Altes Modell: Vertraue dem Benutzer

Neues Modell: Vertraue der Mathematik

Verifizierbare digitale Berechtigungsnachweise (VDCs) ermöglichen es Benutzern, Mitarbeitern und Systemen, kryptografisch signierte, datenschutzfreundliche Nachweise über Identität, Autorisierung, Zugehörigkeit oder Wissen vorzulegen.
 

Legacy-Identität

Verifizierbare Identität

Statische, zentrale Behauptungen

Portable, kryptografisch verifizierbare digitale Anmeldeinformationen

Vertrauen Sie dem Aussteller

Vertrauen Sie dem kryptografischen Beweis

Federated SSO

Von Benutzern verwaltete digitale Wallets

Zentrale Honeypots

Verteilte, einwilligungsbasierte Vertrauensstellung


Diese Modelle machen eine ständige Neuüberprüfung überflüssig und ermöglichen eine Zugriffskontrolle, die portabel, programmierbar und nachweisbar ist, ohne unnötig sensible Daten preiszugeben.

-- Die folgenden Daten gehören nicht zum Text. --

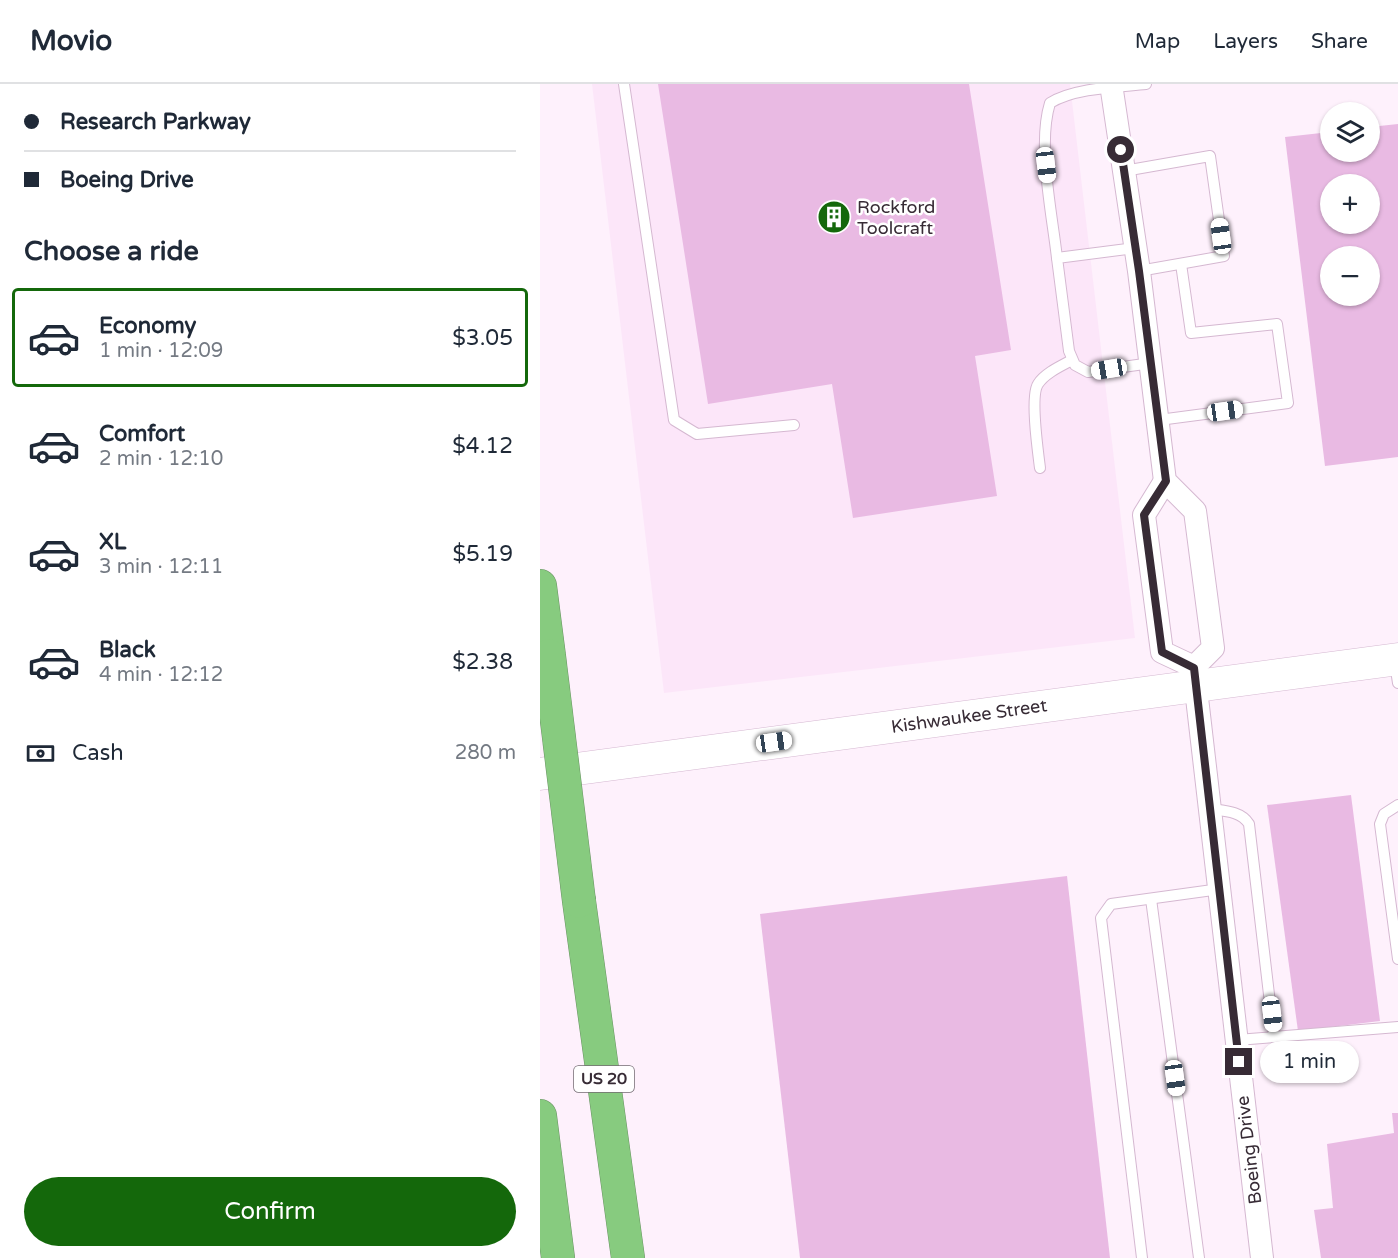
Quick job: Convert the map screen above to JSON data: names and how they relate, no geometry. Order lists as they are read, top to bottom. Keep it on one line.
{"streets":{"highway":["US 20"],"street":["Kishwaukee Street","Boeing Drive"]},"crossings":[["Kishwaukee Street","Boeing Drive"]],"places":{"building":["Rockford Toolcraft"]},"page":{"header":"Movio","nav":["Map","Layers","Share"],"banner":["Research Parkway","Boeing Drive"],"map_buttons":["+","−"],"heading":"Choose a ride","list":[{"name":"Economy","note":"1 min · 12:09","value":"$3.05"},{"name":"Comfort","note":"2 min · 12:10","value":"$4.12"},{"name":"XL","note":"3 min · 12:11","value":"$5.19"},{"name":"Black","note":"4 min · 12:12","value":"$2.38"}],"pay":["Cash","280 m"],"bubble":"1 min","buttons":"Confirm"}}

Warum das wichtiger ist denn je

Wir treten in einen entscheidenden Moment für die Weiterentwicklung von Sicherheitstechnologien und Best Practices ein, um eine stärkere menschliche Identität in die digitale Sphäre zu heben, damit Dienste Ihre menschliche Identität kryptografisch verifizieren können. Wenn wir nicht handeln, riskieren wir, weiter zurückzufallen:

  • KI bedroht die Identität in großem Maßstab: LLMs können Menschen mit erstaunlichem Realismus imitieren

  • Betrug nimmt rasant zu: Identitätsbasierte Betrugsmaschen werden immer schwerer zu erkennen und teurer zu beheben

  • Die Aufsichtsbehörden greifen ein: Von eIDAS 2.0 in der EU bis hin zu sich entwickelnden Standards in den USA werden Unternehmen bald verpflichtet sein, mehr zu verifizieren – und weniger zu speichern.

Inzwischen fordern die Benutzer Datenschutz, Transparenz und Kontrolle über ihr digitales Selbst. Der Übergang zu einer überprüfbaren, benutzergesteuerten Identität ist kein "Nice-to-have" – er ist unvermeidlich.

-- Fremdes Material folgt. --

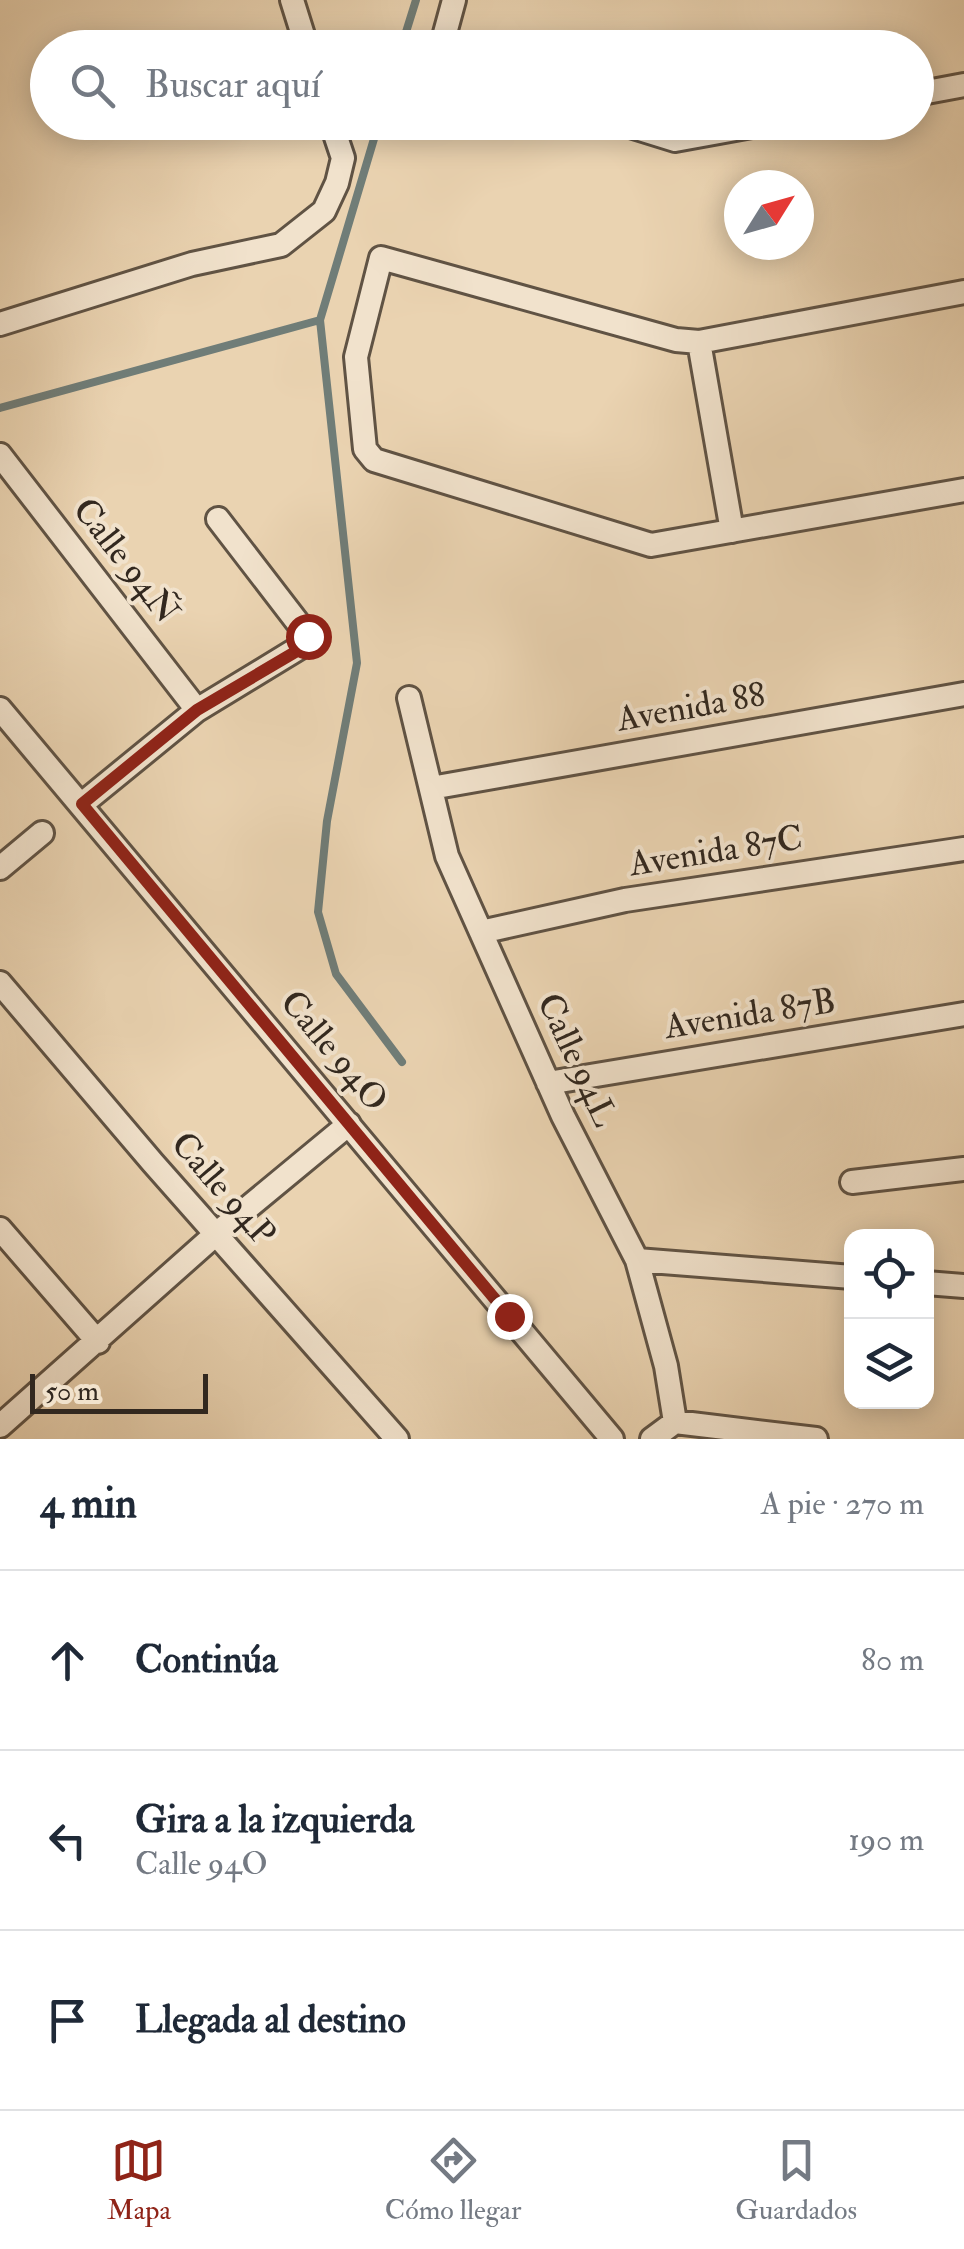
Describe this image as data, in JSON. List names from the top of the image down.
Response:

Es ist an der Zeit, die Vertrauensschicht zu verstärken

Die gute Nachricht: Wir wissen, wo wir anfangen müssen. Digitales Vertrauen ist kein UX-Problem. Es ist ein strukturelles Problem. Und da KI in den Mainstream kommt, müssen wir mehr Maßnahmen ergreifen, um uns online zu schützen. 

Wir müssen aufhören, alte Modelle nachzurüsten, und stattdessen Identitätssysteme entwickeln, die standardmäßig sicher, standardmäßig portabel und an jedem Touchpoint überprüfbar sind. 

Verifizierbare digitale Berechtigungsnachweise sind mehr als nur eine neue Reihe von Funktionen. Sie sind die Grundlage für eine neue Art von Vertrauen im Internet, eines, das skaliert, schützt und sich anpasst.